With the latest bill addressing the removal of information from CCAP popping up this week, I thought it was worth reviewing a few of the other bills introduced in the past few months that sought to address the exact same problem, yet have gone nowhere.
These bills have had very little movement in the past few months, so it would be surprising to see any get passed before the current session ends in April. Combine that with the fact that Democrats are backing most of these, and it all but spells doom for these bills.
The bills introduced this session include:
AB253 and SB234 proses splitting the CCAP site into two: one where all the information stays, and one that doesn’t show information about criminal and certain civil cases where a defendant was acquitted. The bill got a public hearing in the Assembly’s Committee on Judiciary in September, though sponsor Evan Goyke, D-Milwaukee, said that day that he was going to heavily revamp the bill. He said he is working on a bill that addresses expungement proceedings, though it has yet to be introduced.

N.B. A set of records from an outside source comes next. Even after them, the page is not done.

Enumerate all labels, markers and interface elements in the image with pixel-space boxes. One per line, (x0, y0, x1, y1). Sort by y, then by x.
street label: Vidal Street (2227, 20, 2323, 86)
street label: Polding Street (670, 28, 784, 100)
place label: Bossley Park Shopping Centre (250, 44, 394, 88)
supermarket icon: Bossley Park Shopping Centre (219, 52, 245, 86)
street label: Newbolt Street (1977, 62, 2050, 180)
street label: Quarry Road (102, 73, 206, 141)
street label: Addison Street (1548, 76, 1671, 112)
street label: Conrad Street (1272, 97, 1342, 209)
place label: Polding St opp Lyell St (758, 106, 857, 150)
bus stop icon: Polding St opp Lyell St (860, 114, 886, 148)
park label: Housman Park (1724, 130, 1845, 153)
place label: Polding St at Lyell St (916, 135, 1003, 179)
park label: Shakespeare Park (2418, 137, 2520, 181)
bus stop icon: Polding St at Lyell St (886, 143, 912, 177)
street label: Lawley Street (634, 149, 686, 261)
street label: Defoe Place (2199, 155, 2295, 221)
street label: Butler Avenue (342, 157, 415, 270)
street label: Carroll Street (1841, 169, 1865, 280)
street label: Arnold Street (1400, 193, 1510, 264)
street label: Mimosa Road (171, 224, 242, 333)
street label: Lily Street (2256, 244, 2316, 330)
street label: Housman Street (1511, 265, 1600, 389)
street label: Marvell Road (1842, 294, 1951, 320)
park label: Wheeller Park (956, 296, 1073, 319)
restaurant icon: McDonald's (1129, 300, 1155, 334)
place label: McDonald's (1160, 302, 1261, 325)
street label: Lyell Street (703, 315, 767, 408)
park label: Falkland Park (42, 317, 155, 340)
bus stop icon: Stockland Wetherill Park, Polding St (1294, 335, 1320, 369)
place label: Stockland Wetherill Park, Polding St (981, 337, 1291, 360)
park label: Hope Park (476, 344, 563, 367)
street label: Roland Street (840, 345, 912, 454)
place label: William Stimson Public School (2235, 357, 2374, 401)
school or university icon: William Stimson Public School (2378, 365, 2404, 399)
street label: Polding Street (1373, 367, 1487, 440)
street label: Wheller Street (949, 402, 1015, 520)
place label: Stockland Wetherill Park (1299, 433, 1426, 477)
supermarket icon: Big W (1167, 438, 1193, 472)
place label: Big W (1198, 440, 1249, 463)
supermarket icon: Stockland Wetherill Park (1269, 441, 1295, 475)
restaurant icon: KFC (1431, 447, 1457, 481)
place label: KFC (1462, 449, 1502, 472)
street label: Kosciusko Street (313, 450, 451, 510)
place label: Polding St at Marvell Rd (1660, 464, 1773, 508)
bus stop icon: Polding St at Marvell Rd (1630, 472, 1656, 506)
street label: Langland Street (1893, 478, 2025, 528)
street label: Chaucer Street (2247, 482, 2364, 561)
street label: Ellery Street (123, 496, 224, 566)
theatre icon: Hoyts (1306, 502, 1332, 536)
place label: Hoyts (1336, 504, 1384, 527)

AB 520 would require court officials to remove information about a civil case from CCAP eight years after a judgment is paid in full. Nobody has taken any action on the bill since it was introduced in November.
AB524 and SB402, which deals with expunging criminal convictions if the defendants was the victim of human trafficking. The bill, put forth by Democrats, has stalled in the Republican-controlled judiciary committee, where it hasn’t been given a hearing.
I’ll be following the current proposal, which is being circulated by state Sen. Glenn Grothman, R-West Bend, and Rep. Mary Czaja, R-Irma. Maybe their bill, which is supported by Assembly Speaker Robin Vos, R-Burlington, will have better luck.